**DATASET EXCERPTS:**

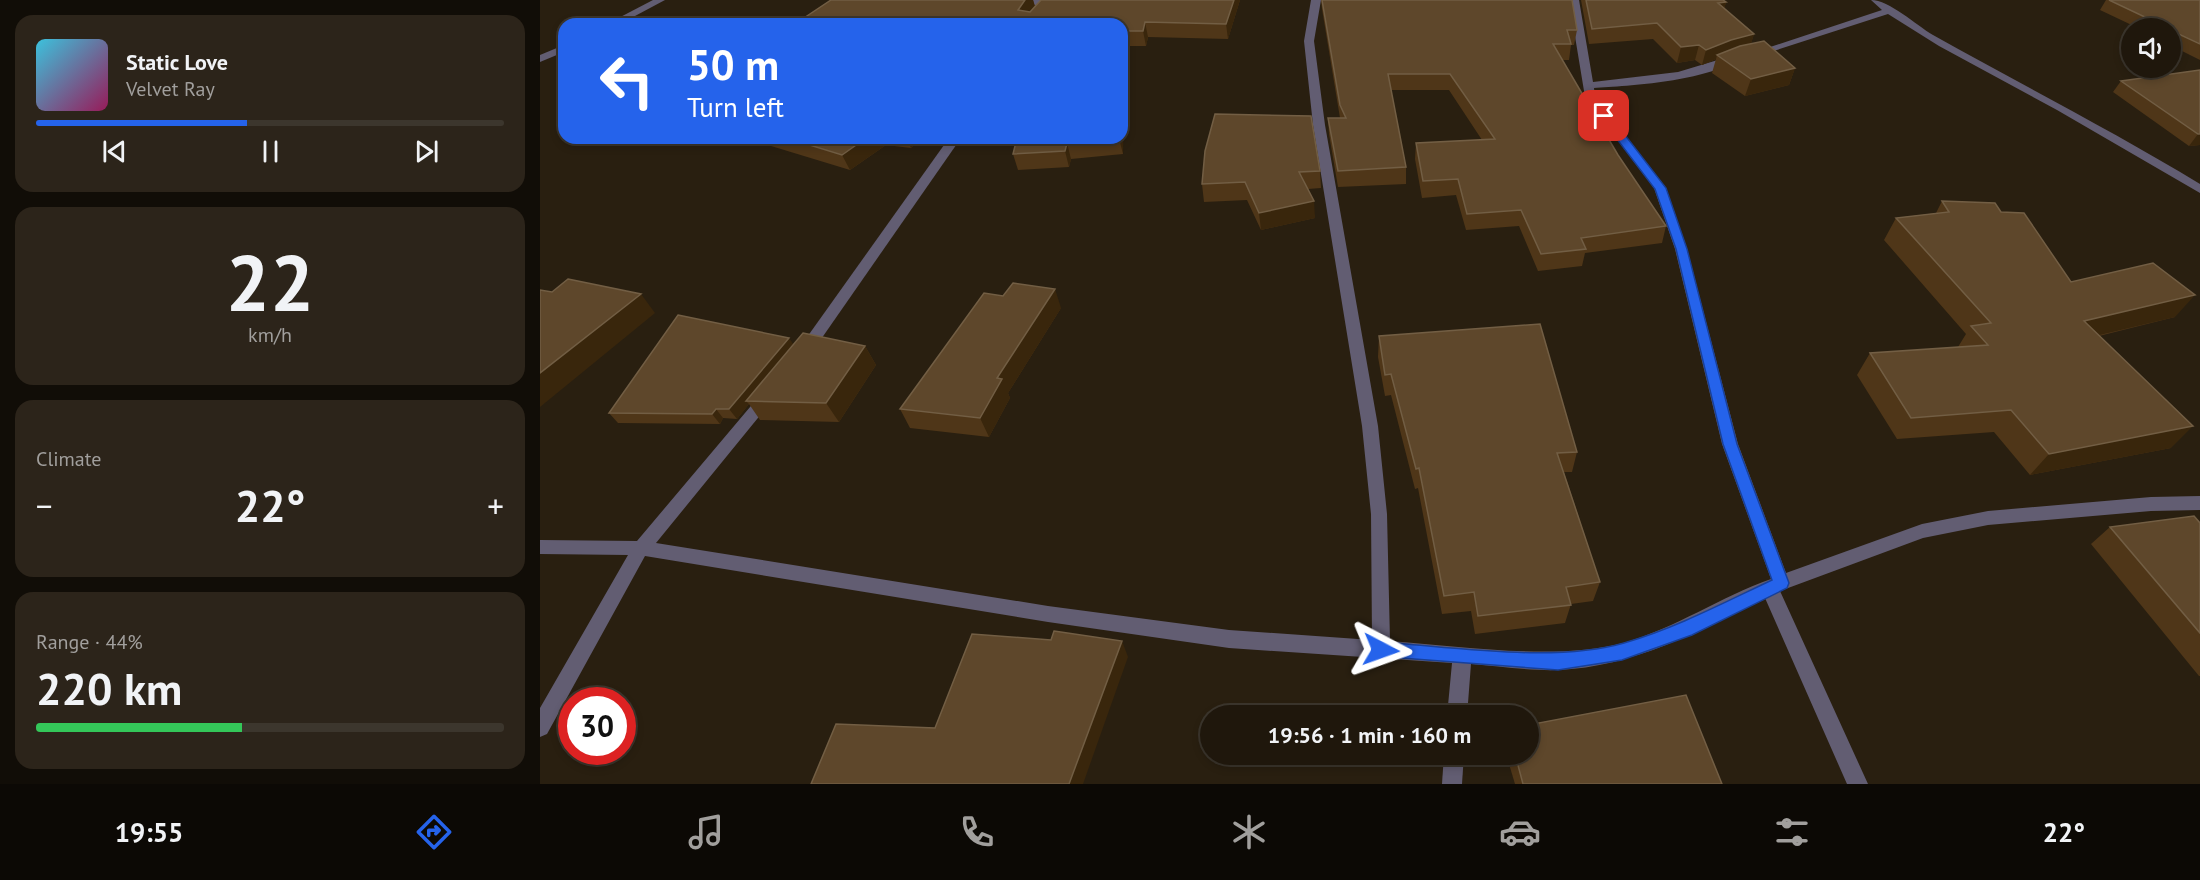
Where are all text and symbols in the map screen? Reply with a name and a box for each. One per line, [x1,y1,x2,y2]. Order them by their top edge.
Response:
map controls [2121,18,2181,78]
button: sound [2121,18,2181,78]
text: 50 m [687,37,779,92]
icon: left [588,42,666,120]
text: Static Love [126,48,228,76]
text: Velvet Ray [126,76,215,102]
text: Turn left [687,90,784,124]
pin [1578,90,1629,141]
icon: arrive [1587,99,1620,132]
icon: previous [98,135,131,168]
icon: pause [254,135,287,168]
icon: next [410,135,443,168]
text: 22 [226,232,314,333]
text: km/h [248,322,292,348]
text: Climate [36,446,102,472]
text: 22° [235,476,305,534]
text: − [36,484,53,527]
text: + [487,484,504,527]
position arrow [1349,618,1413,682]
text: Range · 44% [36,629,143,655]
text: 220 km [36,659,182,717]
speed limit sign: 30 [558,687,636,765]
text: 19:56 · 1 min · 160 m [1268,721,1471,749]
icon: directions [413,811,455,853]
icon: music [685,811,727,853]
icon: phone [956,811,998,853]
icon: climate [1228,811,1270,853]
icon: car [1499,811,1541,853]
icon: filters [1771,811,1813,853]
text: 19:55 [115,815,183,849]
text: 22° [2043,815,2085,849]

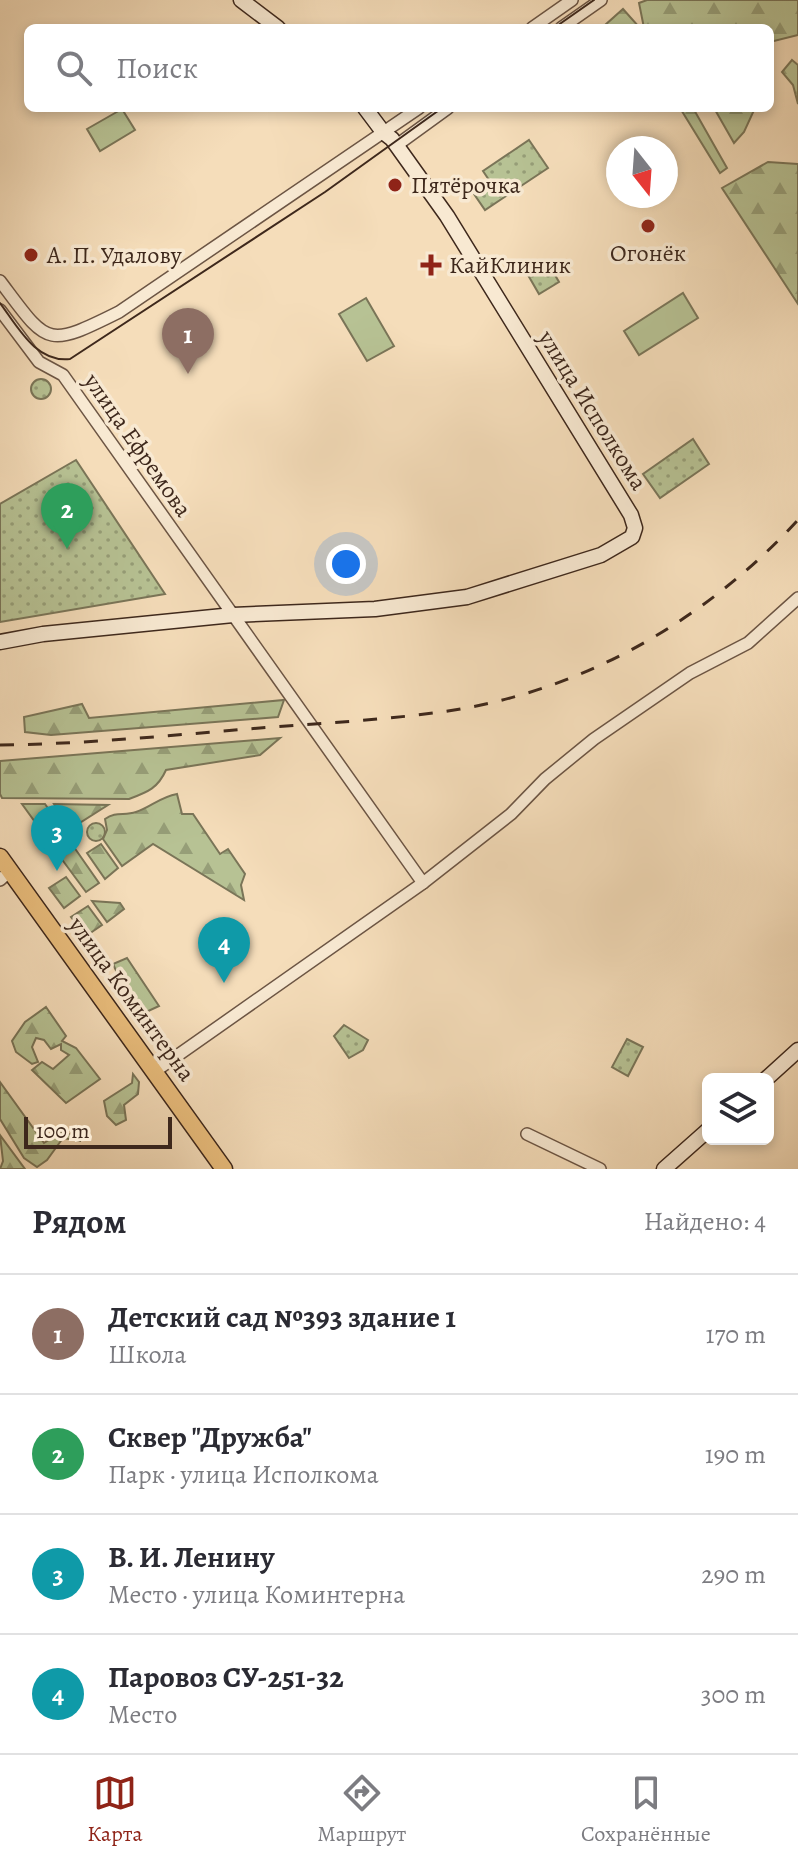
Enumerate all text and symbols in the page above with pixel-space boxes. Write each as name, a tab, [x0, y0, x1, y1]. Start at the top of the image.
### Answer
search box	[24, 24, 774, 112]
icon: search	[52, 46, 96, 90]
text: Поиск	[116, 48, 198, 88]
north arrow	[606, 136, 678, 208]
place label: Пятёрочка	[411, 169, 521, 201]
marker: Пятёрочка	[386, 176, 404, 194]
marker: Огонёк	[639, 217, 657, 235]
place label: Огонёк	[610, 237, 686, 269]
place label: А. П. Удалову	[46, 239, 182, 271]
marker: А. П. Удалову	[22, 246, 40, 264]
place label: КайКлиник	[449, 249, 571, 281]
marker: КайКлиник	[420, 254, 442, 276]
pin: 1	[162, 308, 214, 374]
street label: улица Исполкома	[530, 323, 655, 496]
street label: улица Ефремова	[76, 366, 199, 523]
pin: 2	[41, 483, 93, 549]
your location	[326, 544, 366, 584]
pin: 3	[31, 805, 83, 871]
street label: улица Коминтерна	[61, 909, 203, 1088]
pin: 4	[198, 917, 250, 983]
map controls	[702, 1073, 774, 1145]
button: layers	[702, 1073, 774, 1145]
scale bar	[24, 1113, 172, 1149]
text: 100 m	[36, 1116, 90, 1146]
text: Рядом	[32, 1198, 126, 1245]
text: Найдено: 4	[644, 1204, 766, 1239]
text: Детский сад №393 здание 1	[108, 1297, 456, 1337]
text: 1	[53, 1317, 63, 1352]
text: 170 m	[706, 1317, 766, 1352]
text: Школа	[108, 1337, 186, 1372]
text: Сквер "Дружба"	[108, 1417, 312, 1457]
text: 2	[52, 1437, 64, 1472]
text: 190 m	[705, 1437, 766, 1472]
text: Парк · улица Исполкома	[108, 1457, 379, 1492]
text: В. И. Ленину	[108, 1537, 275, 1577]
text: 3	[52, 1557, 64, 1592]
text: 290 m	[701, 1557, 766, 1592]
text: Место · улица Коминтерна	[108, 1577, 405, 1612]
text: Паровоз СУ-251-32	[108, 1657, 344, 1697]
text: 4	[52, 1677, 64, 1712]
text: 300 m	[701, 1677, 766, 1712]
text: Место	[108, 1697, 177, 1732]
tab: Карта	[87, 1771, 143, 1849]
tab: Маршрут	[317, 1771, 406, 1849]
tab: Сохранённые	[581, 1771, 711, 1849]

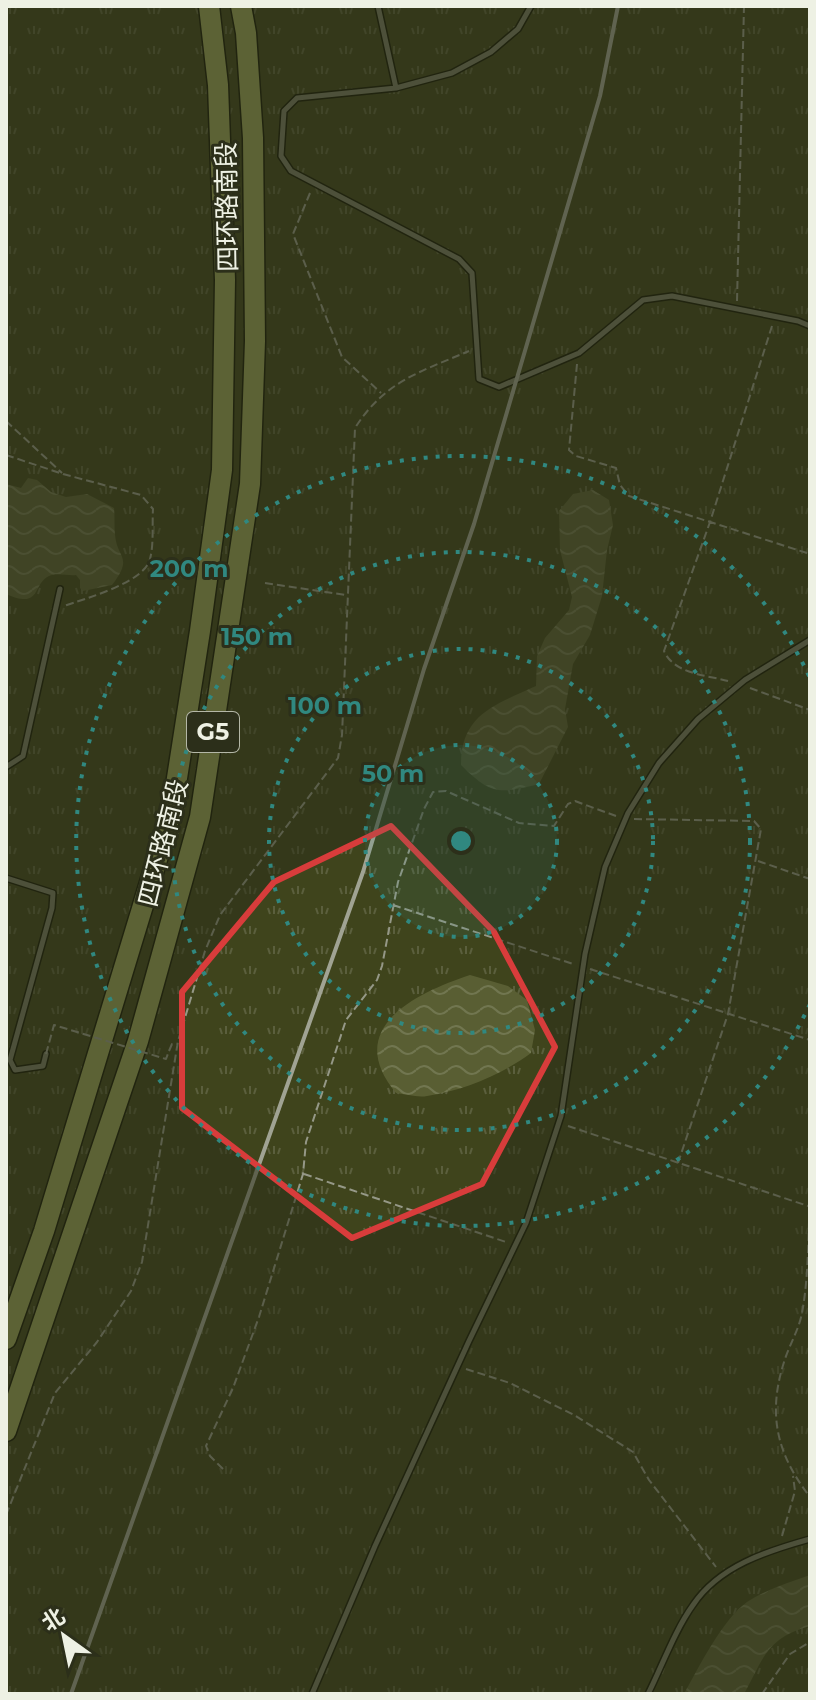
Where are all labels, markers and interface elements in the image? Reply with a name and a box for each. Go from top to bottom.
street label: 四环路南段 [210,142,244,272]
text: 200 m [150,554,228,583]
text: 150 m [221,622,293,651]
text: 100 m [288,691,362,720]
road number: G5 [187,712,239,752]
text: 50 m [362,759,424,788]
street label: 四环路南段 [132,776,194,910]
centre of rings [447,827,475,855]
north arrow [24,1596,104,1676]
text: 北 [37,1602,70,1637]

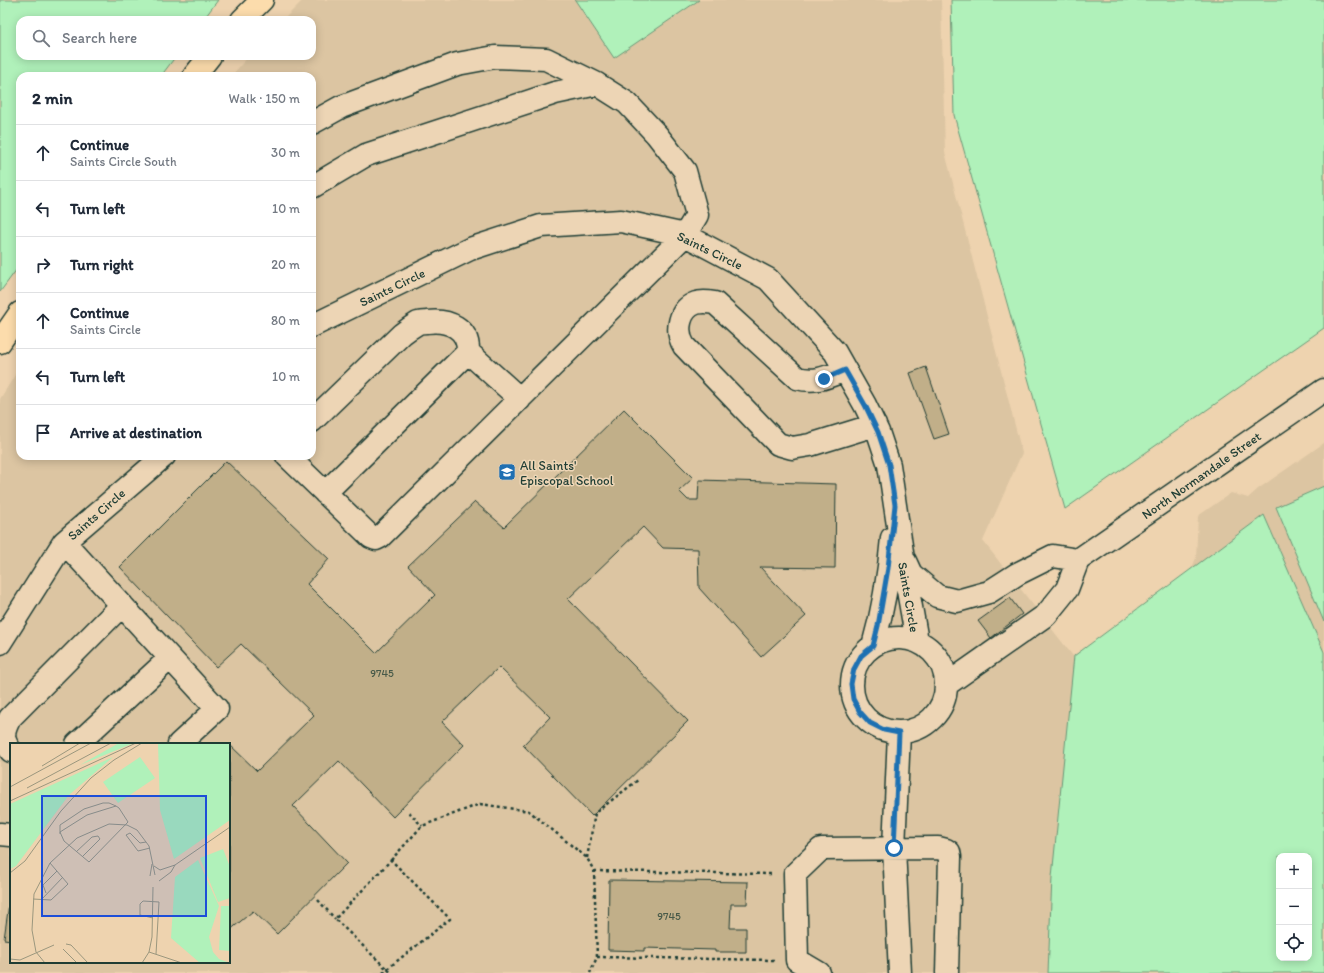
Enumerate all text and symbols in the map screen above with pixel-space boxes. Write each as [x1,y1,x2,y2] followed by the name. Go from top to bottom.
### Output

**PROBLEM DETAILS:** Would you return exactly the lines from the one containing "Enumerate all text and symbols in the map" through the end of the listing, both included, and only them?

**COMPLETED EXERCISE:**
Enumerate all text and symbols in the map screen above with pixel-space boxes. Write each as [x1,y1,x2,y2] followed by the name. Go from top to bottom.
### Output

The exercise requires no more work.